U.S. warship ‘sent away with a warning’ by China as Biden backs Trump policy on South China Sea

Foreign Affairs

The Biden administration marked the fifth anniversary of a landmark maritime dispute arbitration case by affirming the Trump administration’s policy to actively support the maritime claims of five Southeast Asian states over China.

The U.S. destroyer USS Benfold
The U.S. destroyer USS Benfold, which sailed near the Paracel Islands yesterday. Sarah Myers/U.S. Navy/Handout via REUTERS

Today is the fifth anniversary of the Philippines v. China international arbitral tribunal case, in which a panel of five judges unanimously agreed that nearly all of China’s territorial claims in the South China Sea are invalid. The arbitral award, however, had no enforcement mechanism, and China immediately dismissed the ruling as a “waste of paper” and has ignored it since.

The Biden administration marked the anniversary by affirming the Trump administration’s policy, announced last year by the State Department under Mike Pompeo, that shed any pretense of U.S. neutrality on particular disputes in the South China Sea in favor of active support for the Philippines and four other states’ claims.

  • “Nowhere is the rules-based maritime order under greater threat than in the South China Sea,” Secretary of State Antony Blinken wrote, echoing language used by his predecessor.
  • Chinese foreign ministry spokesperson Zhào Lìjiān 赵立坚 today (in English, Chinese) called Blinken’s statement “extremely irresponsible,” and claimed, without elaborating, that the 2016 arbitration had “major fallacies in fact-finding and application of law.”

Chinese and Philippine maritime activity has been high in disputed waters near the Philippines in recent months:

The U.S. sent a warship past the Paracel Islands yesterday on what it described as a routine freedom of navigation operation (FONOP), leading to the strong objection of China.

  • Tián Jūnlǐ 田军里, a spokesperson for the Chinese People’s Liberation Army (PLA) Southern Theater Command, said (in Chinese) that China had “organized naval and air forces to track and monitor the incident and sent them away with a warning.”
  • “Sent away with a warning” (予以警告驱离 yǔyǐ jǐnggào qūlí) has an ambiguous meaning.

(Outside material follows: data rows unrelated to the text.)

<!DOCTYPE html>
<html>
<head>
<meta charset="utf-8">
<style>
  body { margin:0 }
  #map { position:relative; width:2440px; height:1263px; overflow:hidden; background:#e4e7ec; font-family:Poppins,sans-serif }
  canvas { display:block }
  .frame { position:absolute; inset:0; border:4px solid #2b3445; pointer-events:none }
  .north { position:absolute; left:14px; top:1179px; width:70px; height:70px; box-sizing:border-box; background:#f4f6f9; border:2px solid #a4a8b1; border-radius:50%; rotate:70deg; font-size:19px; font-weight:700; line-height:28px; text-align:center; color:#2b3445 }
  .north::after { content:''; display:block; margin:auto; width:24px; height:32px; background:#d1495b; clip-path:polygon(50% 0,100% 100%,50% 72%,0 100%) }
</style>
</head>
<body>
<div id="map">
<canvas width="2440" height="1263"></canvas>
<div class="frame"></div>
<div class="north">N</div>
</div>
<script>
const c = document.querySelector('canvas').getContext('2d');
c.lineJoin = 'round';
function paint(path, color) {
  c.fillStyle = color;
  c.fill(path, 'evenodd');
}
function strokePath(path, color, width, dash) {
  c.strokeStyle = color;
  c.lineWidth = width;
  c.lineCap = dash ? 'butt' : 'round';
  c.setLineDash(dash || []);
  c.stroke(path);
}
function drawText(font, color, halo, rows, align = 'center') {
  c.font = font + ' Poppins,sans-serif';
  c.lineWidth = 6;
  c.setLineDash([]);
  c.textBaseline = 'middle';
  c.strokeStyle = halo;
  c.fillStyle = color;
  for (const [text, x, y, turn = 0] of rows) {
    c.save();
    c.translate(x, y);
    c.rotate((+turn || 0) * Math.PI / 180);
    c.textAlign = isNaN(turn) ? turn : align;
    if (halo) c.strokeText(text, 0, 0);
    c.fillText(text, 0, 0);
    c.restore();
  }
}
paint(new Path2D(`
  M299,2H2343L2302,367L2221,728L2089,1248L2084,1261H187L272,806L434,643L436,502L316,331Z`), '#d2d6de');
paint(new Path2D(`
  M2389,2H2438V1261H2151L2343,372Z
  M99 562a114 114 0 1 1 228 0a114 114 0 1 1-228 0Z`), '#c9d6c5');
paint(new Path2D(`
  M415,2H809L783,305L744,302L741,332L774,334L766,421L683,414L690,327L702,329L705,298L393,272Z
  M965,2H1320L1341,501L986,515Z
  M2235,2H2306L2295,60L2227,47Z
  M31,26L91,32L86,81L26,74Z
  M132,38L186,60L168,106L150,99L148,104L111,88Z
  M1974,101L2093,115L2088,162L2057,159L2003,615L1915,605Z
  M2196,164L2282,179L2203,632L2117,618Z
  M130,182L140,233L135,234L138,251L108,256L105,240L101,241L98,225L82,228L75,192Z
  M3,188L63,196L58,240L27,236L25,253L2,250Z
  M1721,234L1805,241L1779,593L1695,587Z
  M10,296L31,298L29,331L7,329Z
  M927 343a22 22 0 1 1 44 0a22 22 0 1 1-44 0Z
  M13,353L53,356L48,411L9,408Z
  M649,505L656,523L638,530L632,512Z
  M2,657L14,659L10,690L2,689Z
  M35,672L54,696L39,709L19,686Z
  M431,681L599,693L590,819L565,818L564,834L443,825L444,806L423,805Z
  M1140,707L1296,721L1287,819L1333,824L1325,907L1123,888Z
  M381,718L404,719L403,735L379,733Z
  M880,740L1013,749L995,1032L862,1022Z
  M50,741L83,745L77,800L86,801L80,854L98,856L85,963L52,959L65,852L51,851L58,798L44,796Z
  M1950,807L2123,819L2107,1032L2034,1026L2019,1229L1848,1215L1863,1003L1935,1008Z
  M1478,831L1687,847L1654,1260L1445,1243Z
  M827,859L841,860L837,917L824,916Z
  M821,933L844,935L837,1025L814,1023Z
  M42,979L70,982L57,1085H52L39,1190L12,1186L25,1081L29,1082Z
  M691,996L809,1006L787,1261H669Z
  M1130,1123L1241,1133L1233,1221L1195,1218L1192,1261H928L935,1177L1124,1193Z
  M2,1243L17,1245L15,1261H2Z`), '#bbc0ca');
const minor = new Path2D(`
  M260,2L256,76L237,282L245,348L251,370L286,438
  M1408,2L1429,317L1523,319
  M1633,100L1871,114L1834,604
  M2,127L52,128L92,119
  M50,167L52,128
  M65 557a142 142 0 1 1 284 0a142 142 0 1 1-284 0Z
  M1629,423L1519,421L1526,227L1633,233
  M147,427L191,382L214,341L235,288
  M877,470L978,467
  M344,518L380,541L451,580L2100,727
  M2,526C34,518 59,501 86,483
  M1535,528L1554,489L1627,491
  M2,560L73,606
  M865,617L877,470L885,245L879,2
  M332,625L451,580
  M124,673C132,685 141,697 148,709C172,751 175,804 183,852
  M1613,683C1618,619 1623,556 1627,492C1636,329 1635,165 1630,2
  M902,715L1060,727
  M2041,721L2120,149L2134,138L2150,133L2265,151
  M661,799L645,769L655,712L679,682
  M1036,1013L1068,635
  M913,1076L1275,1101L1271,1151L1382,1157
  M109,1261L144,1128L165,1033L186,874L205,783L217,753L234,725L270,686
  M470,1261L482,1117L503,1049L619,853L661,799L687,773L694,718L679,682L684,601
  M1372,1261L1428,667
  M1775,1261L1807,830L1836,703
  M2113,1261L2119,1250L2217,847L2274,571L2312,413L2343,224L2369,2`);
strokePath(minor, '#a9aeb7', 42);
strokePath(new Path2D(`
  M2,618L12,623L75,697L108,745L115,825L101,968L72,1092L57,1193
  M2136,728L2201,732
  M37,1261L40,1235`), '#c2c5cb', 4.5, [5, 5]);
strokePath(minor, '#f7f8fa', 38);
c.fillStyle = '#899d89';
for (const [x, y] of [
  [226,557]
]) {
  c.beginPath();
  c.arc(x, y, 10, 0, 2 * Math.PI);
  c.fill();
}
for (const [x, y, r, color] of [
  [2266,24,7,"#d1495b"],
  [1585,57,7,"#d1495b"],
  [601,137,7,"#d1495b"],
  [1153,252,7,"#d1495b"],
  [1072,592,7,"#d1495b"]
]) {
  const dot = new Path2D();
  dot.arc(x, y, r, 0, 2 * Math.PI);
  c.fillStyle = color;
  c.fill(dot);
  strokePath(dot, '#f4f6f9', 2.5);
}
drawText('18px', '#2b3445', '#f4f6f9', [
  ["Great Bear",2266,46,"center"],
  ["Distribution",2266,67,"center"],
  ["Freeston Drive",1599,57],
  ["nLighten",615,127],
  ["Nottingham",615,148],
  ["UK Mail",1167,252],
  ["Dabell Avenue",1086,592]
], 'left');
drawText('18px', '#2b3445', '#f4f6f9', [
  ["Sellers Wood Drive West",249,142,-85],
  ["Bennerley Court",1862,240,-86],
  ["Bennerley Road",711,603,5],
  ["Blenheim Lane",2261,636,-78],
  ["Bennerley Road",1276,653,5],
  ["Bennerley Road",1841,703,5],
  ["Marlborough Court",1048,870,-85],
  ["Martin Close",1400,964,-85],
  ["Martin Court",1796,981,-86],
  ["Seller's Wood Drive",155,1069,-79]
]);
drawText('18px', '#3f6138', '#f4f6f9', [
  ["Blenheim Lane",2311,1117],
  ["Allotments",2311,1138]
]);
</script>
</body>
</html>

The phrase was shortened in a translated headline by Reuters as “drove away,” and by the hawkish Chinese tabloid the Global Times as “expelled.”
  • In May, the U.S. Navy responded to a report of the more extreme translation of a Chinese statement with the same phrase about a Taiwan Strait incident, directly denying that its ship was “‘expelled’ from any nation’s territory.”
  • The latest incident was “routine as was the Chinese reaction — and not something that was causing concern in the Pentagon,” two officials told Reuters.